Sure – you can dismiss the whole thing as electoral maneuvers. A national-conservative government, which is under considerable pressure for many reasons, mobilizes its supporters with anti-German, nationalist resentment. And that’s why he puts out a trillion dollar demand for the Germans to attract the public. The sad thing about it is that there is resentment, it is actually widespread, less in the big cities but in the country, where the number of academics is limited.

1.32 trillion: A demand derived from the days of Hitler, which in these circles is often invoked for current reasons. Unforgotten is the poster campaign immediately before the Green Foreign Minister Annalena Baerbock’s inaugural visit to Warsaw: Adolf Hitler, his propaganda minister Joseph Goebbels, in a collage with Angela Merkel and Frank Walter Steinmeier, and the demand for reparations.

Politically, the matter is out of the question. Only one person can be happy about it, the man in Moscow. But what about the legal side – here are the facts that are not communicated by the federal government, probably so as not to further irritate the “wild guys” from the Pis party.

It is a refutation in six stations:

First: August 1945, the war is over because Germany lost it and surrendered. The Potsdam Agreement is concluded on August 2 of this year. Therein Chapter IV: Polish claims for reparations are to be settled from the German reparations to the Soviet Union. This alone makes it clear: Poland does not have the right to register its own claims against Germany.

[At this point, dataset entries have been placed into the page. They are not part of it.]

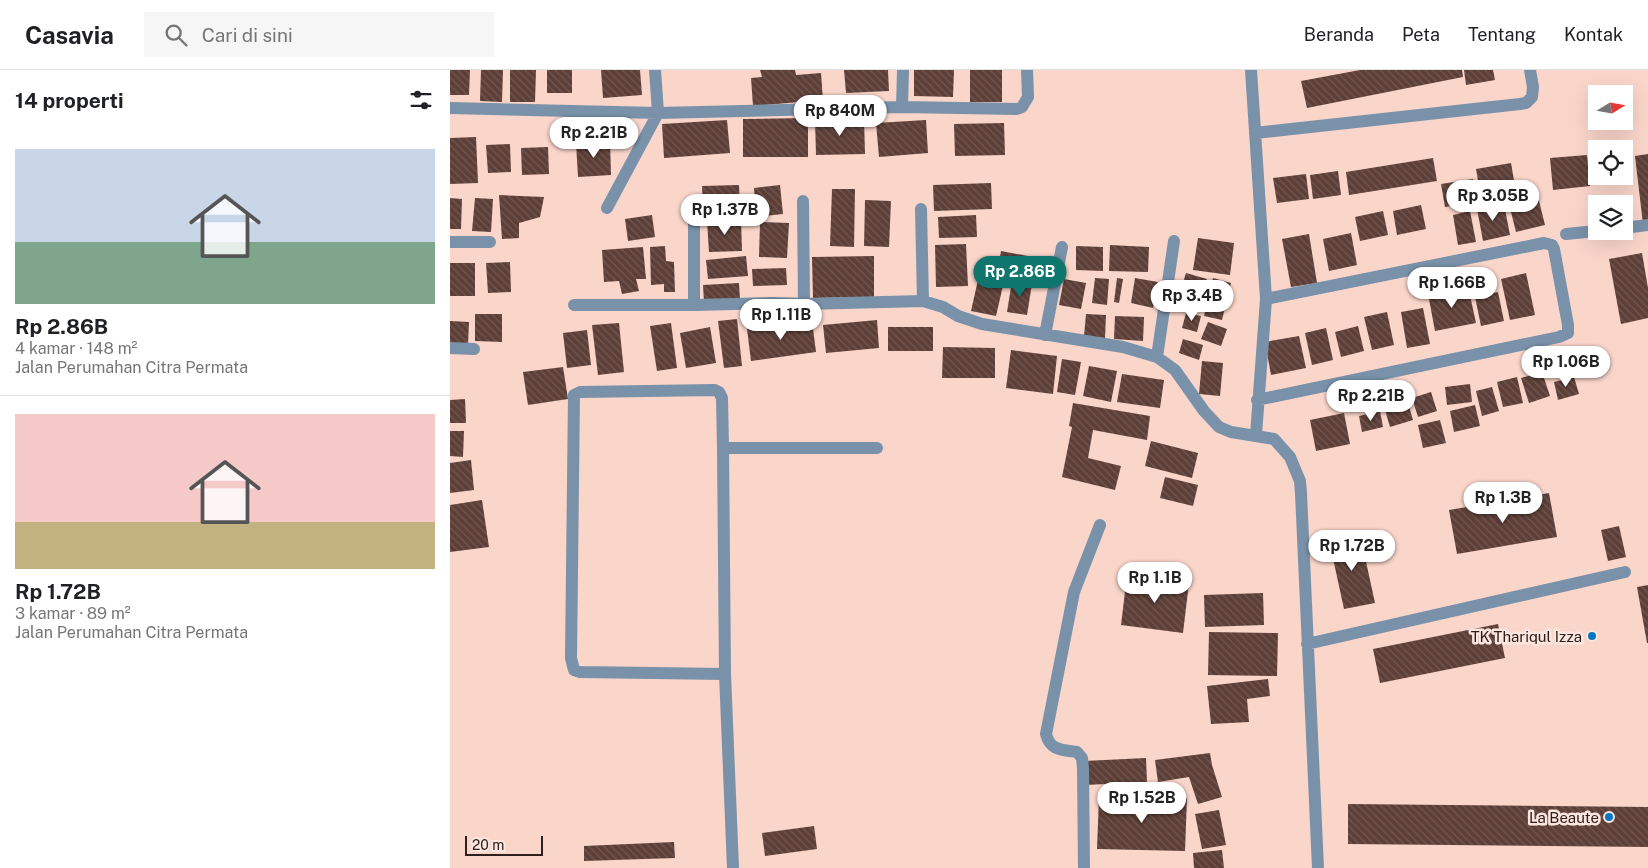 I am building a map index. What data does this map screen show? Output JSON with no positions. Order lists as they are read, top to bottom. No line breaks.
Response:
{"places":["TK Thariqul Izza","La Beaute"],"scale_bar":"20 m","north":"right","page":{"header":"Casavia","search":"Cari di sini","nav":["Beranda","Peta","Tentang","Kontak"],"heading":"14 properti","price":["Rp 840M","Rp 2.21B","Rp 3.05B","Rp 1.37B","Rp 2.86B","Rp 1.66B","Rp 3.4B","Rp 1.11B","Rp 1.06B","Rp 2.21B","Rp 1.3B","Rp 1.72B","Rp 1.1B","Rp 1.52B"],"list":[{"name":"Rp 2.86B","note":"4 kamar · 148 m² · Jalan Perumahan Citra Permata"},{"name":"Rp 1.72B","note":"3 kamar · 89 m² · Jalan Perumahan Citra Permata"}],"scale":"20 m"}} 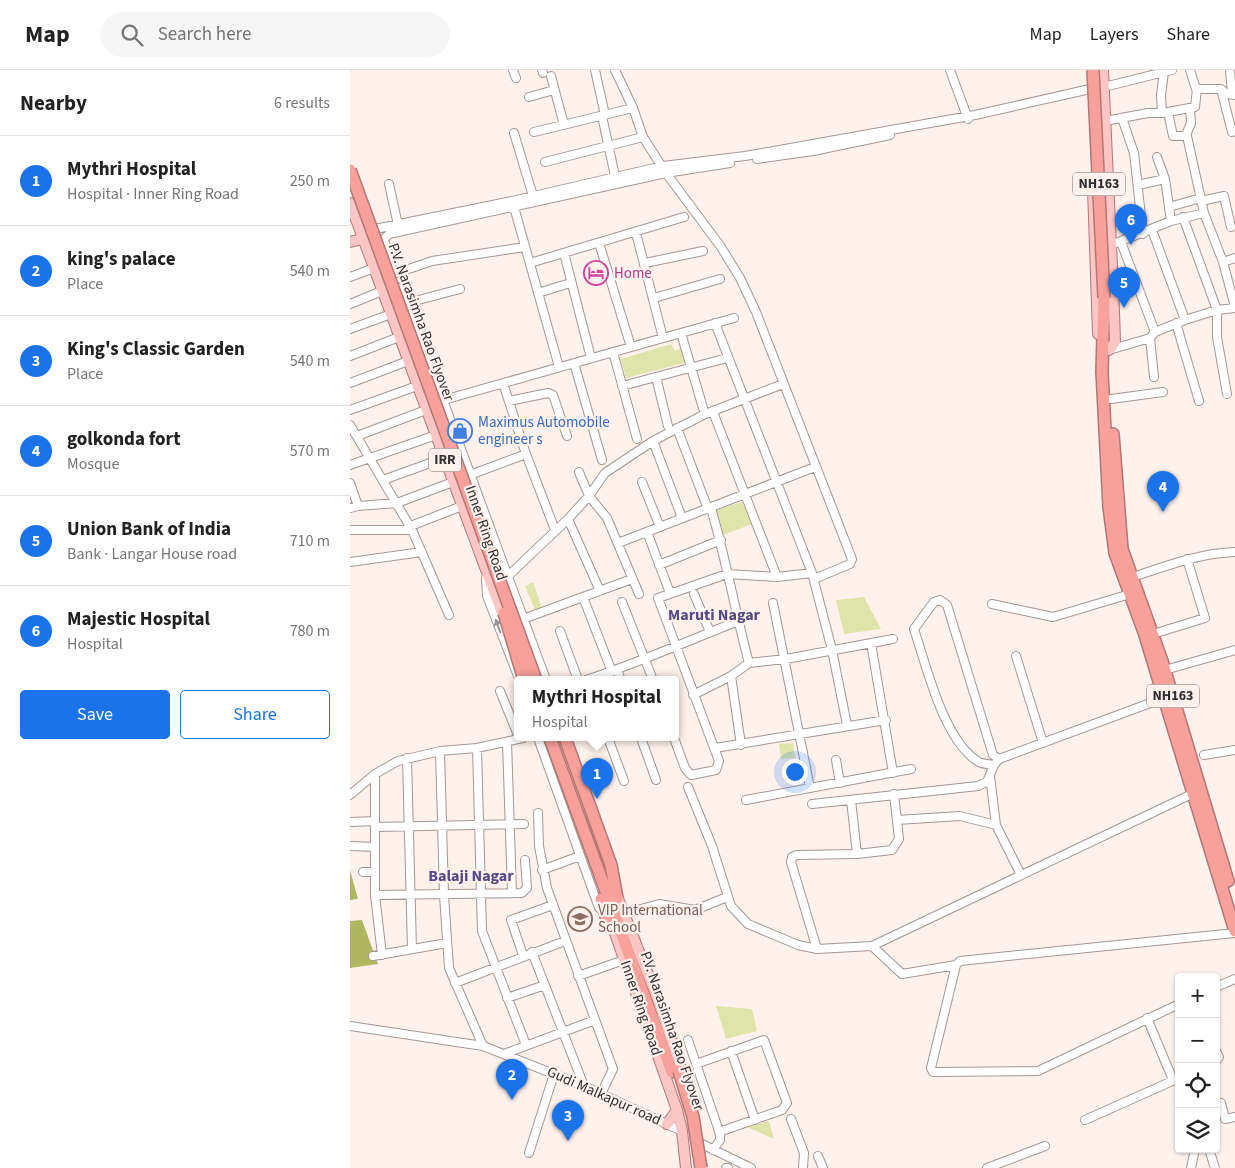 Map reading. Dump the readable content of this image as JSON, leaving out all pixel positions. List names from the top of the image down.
{
  "streets": {
    "highway": ["NH163", "P.V. Narasimha Rao Flyover"],
    "main road": ["IRR", "Inner Ring Road"],
    "street": ["Gudi Malkapur road"]
  },
  "crossings": [
    ["P.V. Narasimha Rao Flyover", "Inner Ring Road"],
    ["Inner Ring Road", "Gudi Malkapur road"]
  ],
  "districts": ["Maruti Nagar", "Balaji Nagar"],
  "places": {
    "hotel": ["Home"],
    "shop": ["Maximus Automobile engineer s"],
    "school or university": ["VIP International School"]
  },
  "page": {
    "header": "Map",
    "search": "Search here",
    "nav": ["Map", "Layers", "Share"],
    "heading": ["Nearby", "6 results"],
    "list": [
      {
        "mark": "1",
        "name": "Mythri Hospital",
        "note": "Hospital · Inner Ring Road",
        "value": "250 m"
      },
      {
        "mark": "2",
        "name": "king's palace",
        "note": "Place",
        "value": "540 m"
      },
      {
        "mark": "3",
        "name": "King's Classic Garden",
        "note": "Place",
        "value": "540 m"
      },
      {
        "mark": "4",
        "name": "golkonda fort",
        "note": "Mosque",
        "value": "570 m"
      },
      {
        "mark": "5",
        "name": "Union Bank of India",
        "note": "Bank · Langar House road",
        "value": "710 m"
      },
      {
        "mark": "6",
        "name": "Majestic Hospital",
        "note": "Hospital",
        "value": "780 m"
      }
    ],
    "pins": [
      "6",
      "5",
      "4",
      "1",
      "2",
      "3"
    ],
    "buttons": ["Save", "Share"],
    "popup": ["Mythri Hospital", "Hospital"],
    "map_buttons": ["+", "−"]
  }
} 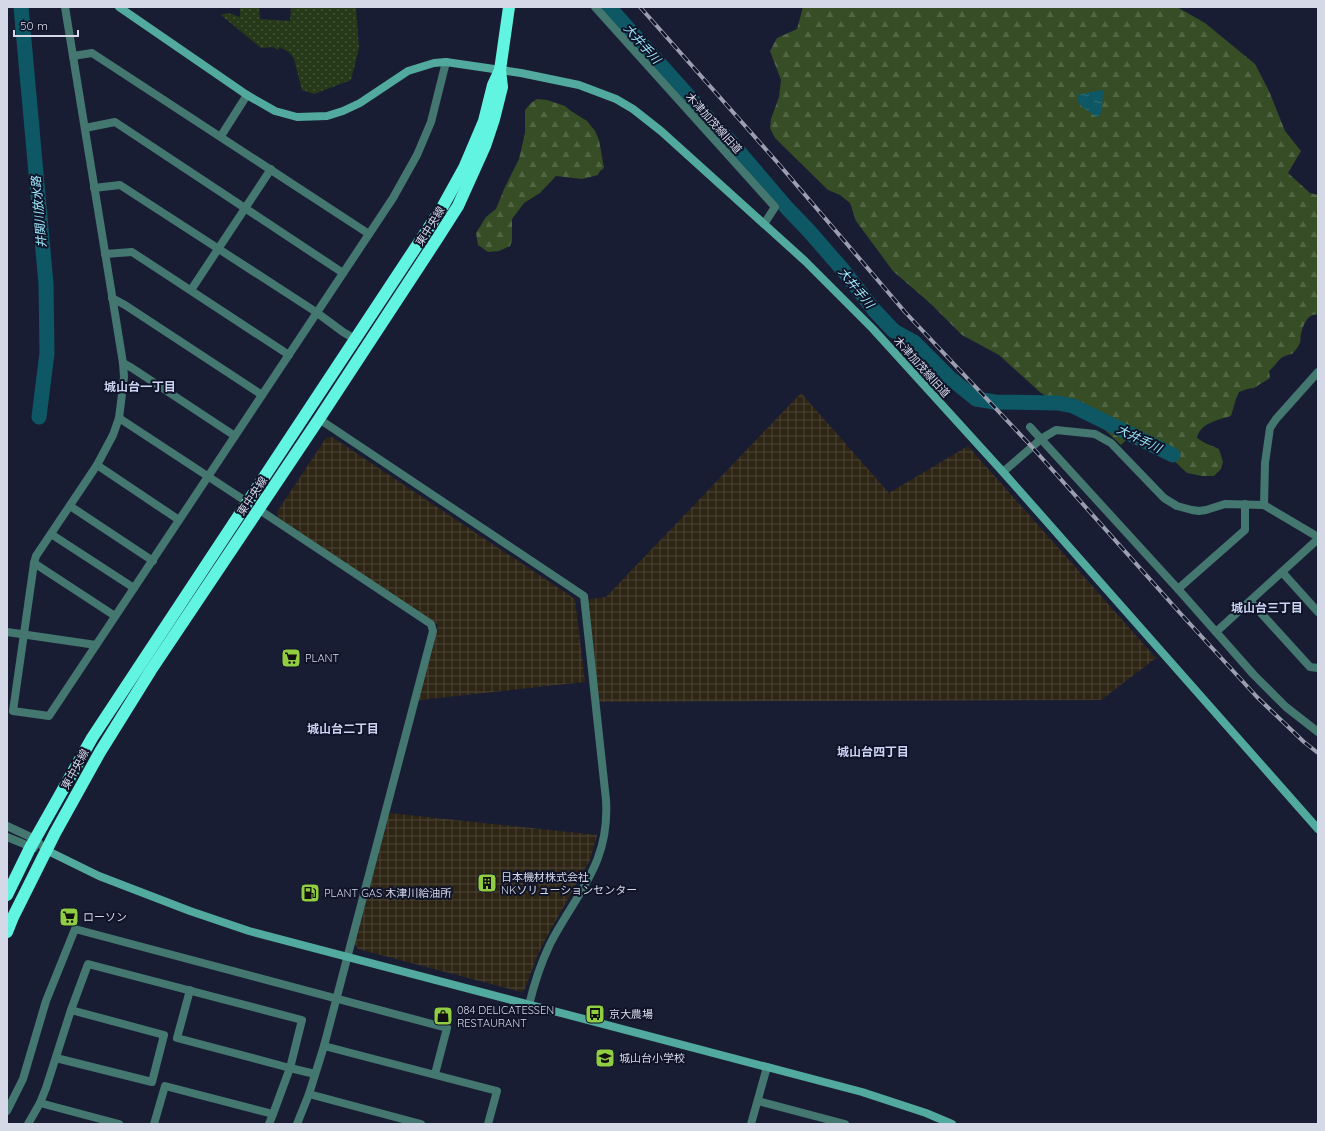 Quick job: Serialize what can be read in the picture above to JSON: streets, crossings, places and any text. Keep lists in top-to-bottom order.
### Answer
{
  "streets": {
    "highway": ["東中央線"],
    "street": ["木津加茂線旧道"]
  },
  "districts": [
    "城山台一丁目",
    "城山台三丁目",
    "城山台二丁目",
    "城山台四丁目"
  ],
  "water": ["大井手川", "井関川放水路"],
  "places": {
    "supermarket": ["PLANT", "ローソン"],
    "building": ["日本機材株式会社 NKソリューションセンター"],
    "fuel station": ["PLANT GAS 木津川給油所"],
    "bus stop": ["京大農場"],
    "shop": ["084 DELICATESSEN RESTAURANT"],
    "school or university": ["城山台小学校"]
  },
  "scale_bar": "50 m"
} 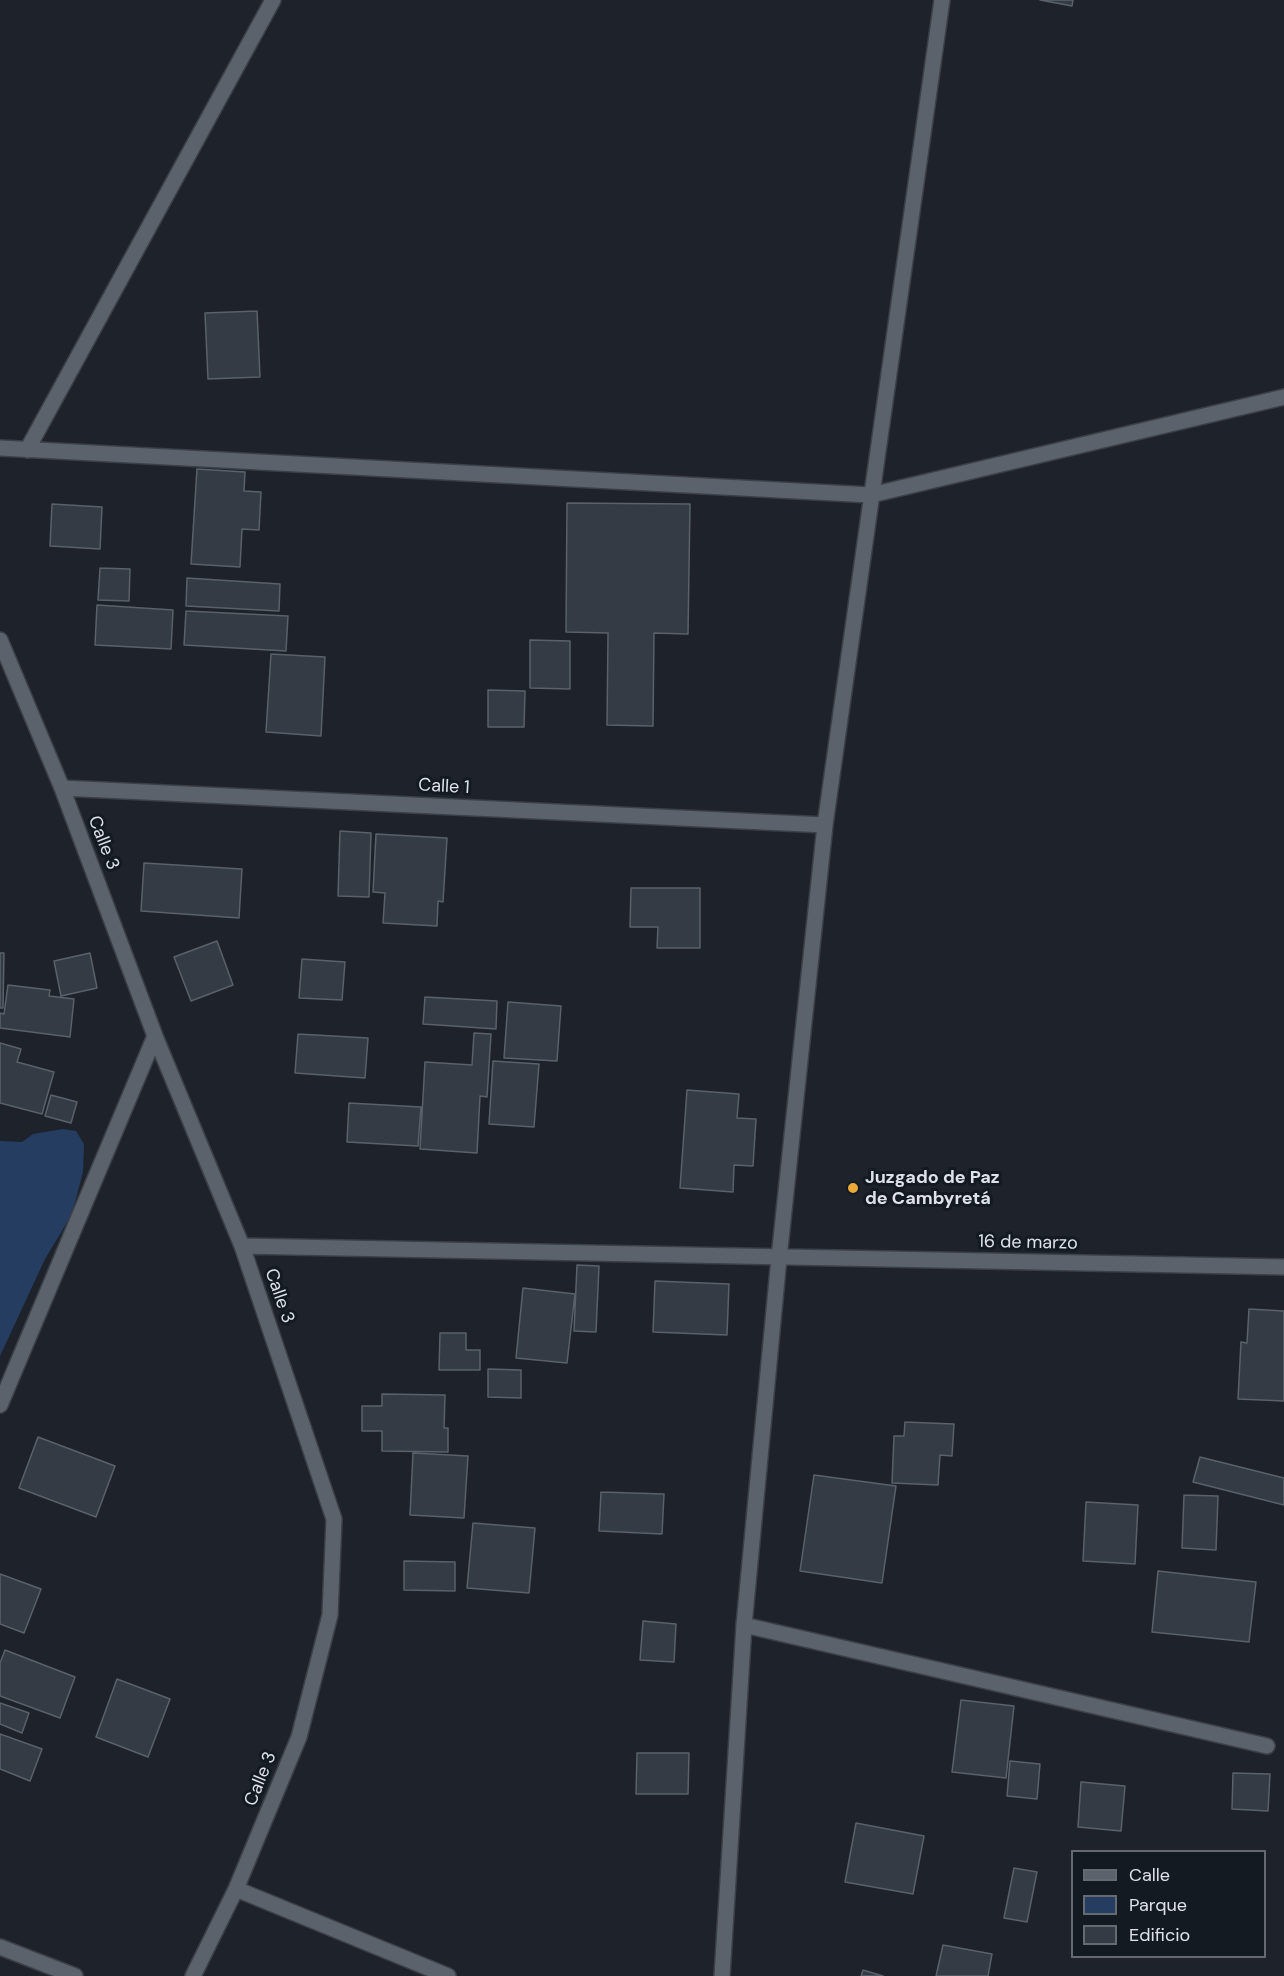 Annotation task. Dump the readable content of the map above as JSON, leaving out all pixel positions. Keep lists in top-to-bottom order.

Second: August 1953. The Polish government makes an official statement on reparations. Shortly before, Moscow had announced that it would no longer receive reparations from “their” part of Germany, the GDR. Therefore, on August 23, 1953, the Polish government declared the following:

“Taking into account that Germany has already fulfilled its obligations to pay reparations to a significant extent and that the improvement of Germany’s economic situation is in the interests of peaceful development, the Government of the People’s Republic of Poland has made the decision, effective January 1 To refrain from paying reparations to Poland in 1954 in order to make a further contribution to solving the German question.”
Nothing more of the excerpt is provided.